## Exercise prompt
Scan the entries for the word "each". Every line that has it should be copied.

## Task material

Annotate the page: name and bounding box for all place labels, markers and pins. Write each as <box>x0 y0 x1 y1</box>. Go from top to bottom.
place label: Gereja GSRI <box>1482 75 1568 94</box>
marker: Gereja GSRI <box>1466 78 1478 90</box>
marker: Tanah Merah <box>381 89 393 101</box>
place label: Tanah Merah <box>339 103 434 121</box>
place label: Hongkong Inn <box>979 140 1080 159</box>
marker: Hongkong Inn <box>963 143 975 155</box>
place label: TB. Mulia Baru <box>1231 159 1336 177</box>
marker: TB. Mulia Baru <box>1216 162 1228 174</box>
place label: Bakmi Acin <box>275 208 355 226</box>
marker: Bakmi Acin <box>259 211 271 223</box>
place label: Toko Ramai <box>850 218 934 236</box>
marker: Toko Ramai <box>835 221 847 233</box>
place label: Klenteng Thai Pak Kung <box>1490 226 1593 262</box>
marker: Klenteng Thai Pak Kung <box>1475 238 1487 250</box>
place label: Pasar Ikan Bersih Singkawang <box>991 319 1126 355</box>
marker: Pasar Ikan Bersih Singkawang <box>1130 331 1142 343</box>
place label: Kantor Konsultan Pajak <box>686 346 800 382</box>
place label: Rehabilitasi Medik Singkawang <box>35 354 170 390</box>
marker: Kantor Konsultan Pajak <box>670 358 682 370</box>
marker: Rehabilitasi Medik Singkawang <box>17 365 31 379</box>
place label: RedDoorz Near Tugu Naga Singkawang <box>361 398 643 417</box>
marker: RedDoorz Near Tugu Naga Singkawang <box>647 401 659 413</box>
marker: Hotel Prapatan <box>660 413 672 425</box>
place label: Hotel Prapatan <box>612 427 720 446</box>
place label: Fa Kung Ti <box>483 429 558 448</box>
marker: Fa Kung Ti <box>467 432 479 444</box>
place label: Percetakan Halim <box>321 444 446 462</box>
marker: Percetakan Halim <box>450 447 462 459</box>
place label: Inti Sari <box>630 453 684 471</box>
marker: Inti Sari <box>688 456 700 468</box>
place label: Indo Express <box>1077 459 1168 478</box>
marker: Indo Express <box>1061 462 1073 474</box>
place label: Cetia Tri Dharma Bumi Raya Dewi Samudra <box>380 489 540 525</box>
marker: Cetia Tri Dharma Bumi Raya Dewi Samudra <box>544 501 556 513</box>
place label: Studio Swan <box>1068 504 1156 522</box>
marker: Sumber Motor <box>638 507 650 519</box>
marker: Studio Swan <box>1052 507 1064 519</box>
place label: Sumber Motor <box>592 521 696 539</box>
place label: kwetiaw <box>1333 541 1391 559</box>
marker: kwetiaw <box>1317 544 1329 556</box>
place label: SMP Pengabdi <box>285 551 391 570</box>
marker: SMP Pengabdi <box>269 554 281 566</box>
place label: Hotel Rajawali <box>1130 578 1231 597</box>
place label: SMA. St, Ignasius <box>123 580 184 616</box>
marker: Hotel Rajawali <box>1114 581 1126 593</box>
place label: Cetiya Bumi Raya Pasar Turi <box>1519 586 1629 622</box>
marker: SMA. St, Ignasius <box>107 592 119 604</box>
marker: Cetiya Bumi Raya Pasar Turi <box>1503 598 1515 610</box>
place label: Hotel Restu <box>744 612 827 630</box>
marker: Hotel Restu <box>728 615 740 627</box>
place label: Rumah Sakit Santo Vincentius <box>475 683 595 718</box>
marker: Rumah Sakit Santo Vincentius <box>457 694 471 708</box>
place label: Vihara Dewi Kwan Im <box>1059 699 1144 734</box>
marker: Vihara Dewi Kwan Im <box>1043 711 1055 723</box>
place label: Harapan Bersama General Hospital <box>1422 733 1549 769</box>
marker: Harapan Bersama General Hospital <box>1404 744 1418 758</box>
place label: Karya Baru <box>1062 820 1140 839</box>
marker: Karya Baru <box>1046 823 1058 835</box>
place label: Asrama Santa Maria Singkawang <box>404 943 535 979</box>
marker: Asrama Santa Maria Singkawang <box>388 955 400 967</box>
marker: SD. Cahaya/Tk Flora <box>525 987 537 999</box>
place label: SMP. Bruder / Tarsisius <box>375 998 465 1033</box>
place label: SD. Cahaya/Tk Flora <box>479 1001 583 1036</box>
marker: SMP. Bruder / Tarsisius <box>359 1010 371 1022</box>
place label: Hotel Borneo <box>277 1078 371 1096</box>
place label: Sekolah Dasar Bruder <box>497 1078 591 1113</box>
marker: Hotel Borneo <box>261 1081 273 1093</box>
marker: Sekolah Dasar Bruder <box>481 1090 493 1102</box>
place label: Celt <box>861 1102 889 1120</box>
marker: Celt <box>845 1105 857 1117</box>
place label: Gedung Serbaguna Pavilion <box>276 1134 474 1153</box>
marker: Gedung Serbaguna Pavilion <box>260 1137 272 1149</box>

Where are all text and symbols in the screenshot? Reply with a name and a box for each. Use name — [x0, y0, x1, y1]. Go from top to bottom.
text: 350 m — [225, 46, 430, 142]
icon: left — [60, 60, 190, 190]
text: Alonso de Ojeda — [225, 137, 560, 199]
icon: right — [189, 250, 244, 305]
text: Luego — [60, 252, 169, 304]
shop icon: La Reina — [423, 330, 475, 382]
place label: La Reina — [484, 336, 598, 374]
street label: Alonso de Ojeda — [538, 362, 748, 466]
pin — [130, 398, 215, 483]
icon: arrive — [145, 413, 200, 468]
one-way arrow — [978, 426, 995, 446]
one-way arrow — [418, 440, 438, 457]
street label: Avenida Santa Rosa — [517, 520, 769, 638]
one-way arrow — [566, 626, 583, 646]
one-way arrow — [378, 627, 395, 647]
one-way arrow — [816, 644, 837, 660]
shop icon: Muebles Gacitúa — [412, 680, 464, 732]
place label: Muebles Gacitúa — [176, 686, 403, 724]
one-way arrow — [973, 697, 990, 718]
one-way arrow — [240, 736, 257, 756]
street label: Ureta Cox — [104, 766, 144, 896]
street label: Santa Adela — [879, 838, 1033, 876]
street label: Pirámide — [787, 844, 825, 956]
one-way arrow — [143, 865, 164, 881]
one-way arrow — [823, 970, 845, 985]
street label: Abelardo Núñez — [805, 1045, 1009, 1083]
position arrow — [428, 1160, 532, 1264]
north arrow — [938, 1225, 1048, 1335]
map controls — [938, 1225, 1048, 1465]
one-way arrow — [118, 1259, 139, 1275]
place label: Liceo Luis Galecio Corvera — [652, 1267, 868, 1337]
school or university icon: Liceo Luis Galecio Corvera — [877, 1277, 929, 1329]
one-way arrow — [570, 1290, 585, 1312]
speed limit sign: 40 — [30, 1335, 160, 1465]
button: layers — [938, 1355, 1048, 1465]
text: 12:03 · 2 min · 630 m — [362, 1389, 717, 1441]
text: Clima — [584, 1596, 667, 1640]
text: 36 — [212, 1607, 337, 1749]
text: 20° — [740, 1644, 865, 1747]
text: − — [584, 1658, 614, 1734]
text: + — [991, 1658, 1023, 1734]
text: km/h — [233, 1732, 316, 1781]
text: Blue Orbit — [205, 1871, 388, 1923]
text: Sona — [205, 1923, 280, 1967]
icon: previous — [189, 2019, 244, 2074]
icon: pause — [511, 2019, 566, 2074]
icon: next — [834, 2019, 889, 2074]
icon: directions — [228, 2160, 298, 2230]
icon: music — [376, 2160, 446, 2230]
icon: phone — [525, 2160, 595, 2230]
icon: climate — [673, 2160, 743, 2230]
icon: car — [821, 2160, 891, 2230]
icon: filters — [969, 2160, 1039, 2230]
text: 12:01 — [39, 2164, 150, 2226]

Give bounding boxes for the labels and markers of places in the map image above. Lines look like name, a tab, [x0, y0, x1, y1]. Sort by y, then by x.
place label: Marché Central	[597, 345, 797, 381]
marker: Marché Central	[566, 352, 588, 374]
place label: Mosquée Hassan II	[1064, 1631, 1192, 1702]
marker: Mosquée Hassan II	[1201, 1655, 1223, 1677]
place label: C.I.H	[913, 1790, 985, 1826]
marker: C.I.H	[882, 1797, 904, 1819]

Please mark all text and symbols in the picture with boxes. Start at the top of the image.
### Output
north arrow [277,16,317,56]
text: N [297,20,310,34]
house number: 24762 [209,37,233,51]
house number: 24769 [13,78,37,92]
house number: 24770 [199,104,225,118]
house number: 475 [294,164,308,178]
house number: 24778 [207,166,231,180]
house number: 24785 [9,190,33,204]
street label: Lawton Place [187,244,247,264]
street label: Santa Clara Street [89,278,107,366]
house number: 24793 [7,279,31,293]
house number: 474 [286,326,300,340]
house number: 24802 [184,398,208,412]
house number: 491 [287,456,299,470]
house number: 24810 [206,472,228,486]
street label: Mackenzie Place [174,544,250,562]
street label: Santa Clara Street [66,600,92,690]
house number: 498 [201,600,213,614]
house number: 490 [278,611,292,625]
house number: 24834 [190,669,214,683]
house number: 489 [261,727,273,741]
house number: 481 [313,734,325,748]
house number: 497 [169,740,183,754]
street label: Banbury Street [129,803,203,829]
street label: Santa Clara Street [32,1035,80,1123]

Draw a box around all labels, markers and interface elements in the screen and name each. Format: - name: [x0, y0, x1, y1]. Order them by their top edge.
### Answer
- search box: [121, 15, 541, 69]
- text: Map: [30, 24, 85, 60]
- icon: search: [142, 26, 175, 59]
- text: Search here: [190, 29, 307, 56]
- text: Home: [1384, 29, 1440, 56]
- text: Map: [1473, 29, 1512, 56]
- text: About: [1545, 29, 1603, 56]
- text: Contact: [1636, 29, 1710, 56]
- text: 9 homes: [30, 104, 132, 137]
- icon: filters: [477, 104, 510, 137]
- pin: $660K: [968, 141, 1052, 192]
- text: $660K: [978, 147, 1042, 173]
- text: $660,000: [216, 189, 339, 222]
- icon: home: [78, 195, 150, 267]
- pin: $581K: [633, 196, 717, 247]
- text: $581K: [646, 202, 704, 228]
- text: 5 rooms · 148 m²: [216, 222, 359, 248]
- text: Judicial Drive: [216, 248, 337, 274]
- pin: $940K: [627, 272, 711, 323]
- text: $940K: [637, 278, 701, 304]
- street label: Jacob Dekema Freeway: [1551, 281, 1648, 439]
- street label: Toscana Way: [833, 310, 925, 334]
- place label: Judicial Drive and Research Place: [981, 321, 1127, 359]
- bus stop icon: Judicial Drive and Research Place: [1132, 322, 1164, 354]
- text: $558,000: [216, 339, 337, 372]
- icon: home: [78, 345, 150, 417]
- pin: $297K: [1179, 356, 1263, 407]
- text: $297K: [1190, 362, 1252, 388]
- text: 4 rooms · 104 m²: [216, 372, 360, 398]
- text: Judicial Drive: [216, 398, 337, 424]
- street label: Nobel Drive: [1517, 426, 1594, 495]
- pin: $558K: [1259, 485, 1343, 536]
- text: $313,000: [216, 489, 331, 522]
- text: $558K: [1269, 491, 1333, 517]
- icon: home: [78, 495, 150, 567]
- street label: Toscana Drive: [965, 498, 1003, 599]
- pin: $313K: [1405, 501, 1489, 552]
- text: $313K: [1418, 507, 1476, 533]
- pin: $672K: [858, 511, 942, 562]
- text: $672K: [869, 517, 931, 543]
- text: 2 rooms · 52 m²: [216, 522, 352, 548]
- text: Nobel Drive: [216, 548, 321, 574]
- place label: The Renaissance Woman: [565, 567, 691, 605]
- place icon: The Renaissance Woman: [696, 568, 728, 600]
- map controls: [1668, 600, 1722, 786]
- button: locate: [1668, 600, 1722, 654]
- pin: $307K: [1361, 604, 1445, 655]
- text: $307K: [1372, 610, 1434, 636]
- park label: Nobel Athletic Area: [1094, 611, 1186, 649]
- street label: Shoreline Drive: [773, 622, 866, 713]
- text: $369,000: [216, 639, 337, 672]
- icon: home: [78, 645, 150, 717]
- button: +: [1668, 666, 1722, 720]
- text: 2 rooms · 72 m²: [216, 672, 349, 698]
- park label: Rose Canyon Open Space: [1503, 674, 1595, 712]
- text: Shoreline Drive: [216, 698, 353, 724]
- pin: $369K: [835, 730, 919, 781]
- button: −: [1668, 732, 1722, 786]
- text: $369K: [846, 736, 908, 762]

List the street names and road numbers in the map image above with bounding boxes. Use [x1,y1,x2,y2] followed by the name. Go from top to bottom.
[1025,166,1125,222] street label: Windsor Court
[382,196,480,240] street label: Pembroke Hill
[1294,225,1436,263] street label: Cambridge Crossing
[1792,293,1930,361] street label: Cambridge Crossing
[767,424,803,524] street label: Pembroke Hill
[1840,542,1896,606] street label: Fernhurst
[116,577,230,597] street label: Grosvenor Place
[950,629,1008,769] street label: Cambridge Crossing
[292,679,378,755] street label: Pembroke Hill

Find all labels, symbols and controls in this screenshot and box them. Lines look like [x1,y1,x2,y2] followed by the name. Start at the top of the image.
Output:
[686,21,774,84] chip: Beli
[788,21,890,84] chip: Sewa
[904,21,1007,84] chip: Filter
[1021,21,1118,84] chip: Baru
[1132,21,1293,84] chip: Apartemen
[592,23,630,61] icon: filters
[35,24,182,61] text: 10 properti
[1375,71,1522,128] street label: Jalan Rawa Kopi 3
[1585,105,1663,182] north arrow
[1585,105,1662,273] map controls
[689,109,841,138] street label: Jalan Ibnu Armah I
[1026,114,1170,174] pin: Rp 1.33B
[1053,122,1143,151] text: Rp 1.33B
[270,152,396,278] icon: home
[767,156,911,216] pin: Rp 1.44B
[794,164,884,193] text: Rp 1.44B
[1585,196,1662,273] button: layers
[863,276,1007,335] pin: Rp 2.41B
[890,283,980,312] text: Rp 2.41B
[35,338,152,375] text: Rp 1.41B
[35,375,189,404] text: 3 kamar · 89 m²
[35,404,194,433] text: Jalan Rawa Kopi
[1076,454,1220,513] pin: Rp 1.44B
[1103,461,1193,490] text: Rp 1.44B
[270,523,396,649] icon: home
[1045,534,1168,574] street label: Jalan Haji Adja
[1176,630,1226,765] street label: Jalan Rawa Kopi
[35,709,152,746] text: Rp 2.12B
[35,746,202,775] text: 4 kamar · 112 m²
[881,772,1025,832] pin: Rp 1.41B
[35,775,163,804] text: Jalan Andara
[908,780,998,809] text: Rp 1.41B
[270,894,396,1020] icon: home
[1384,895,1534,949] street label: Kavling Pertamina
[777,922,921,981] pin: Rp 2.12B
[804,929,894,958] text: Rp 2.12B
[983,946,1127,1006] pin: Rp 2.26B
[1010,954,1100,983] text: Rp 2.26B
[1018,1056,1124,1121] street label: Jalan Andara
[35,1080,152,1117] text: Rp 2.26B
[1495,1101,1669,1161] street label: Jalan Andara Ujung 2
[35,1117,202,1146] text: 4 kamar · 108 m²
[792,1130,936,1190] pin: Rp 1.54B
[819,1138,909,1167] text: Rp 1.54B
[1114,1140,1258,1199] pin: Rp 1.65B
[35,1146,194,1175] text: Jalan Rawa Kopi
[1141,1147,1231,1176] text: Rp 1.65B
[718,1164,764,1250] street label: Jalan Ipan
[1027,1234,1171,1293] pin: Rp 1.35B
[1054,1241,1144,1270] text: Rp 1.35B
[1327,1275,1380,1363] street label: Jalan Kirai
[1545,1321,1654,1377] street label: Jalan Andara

## Output
Annotate the page: name and bounding box for all place labels, markers and pins. Write each as <box>x0 y0 x1 y1</box>. Go from top to bottom.
Where are all text and symbols in the screenshot? Reply with a name and a box for each. Use name — [x0, y0, x1, y1]. Go from top to bottom.
Draw a box around all labels, markers and interface elements in the screen and name each. Format: - name: [x0, y0, x1, y1]. Order them by their top edge.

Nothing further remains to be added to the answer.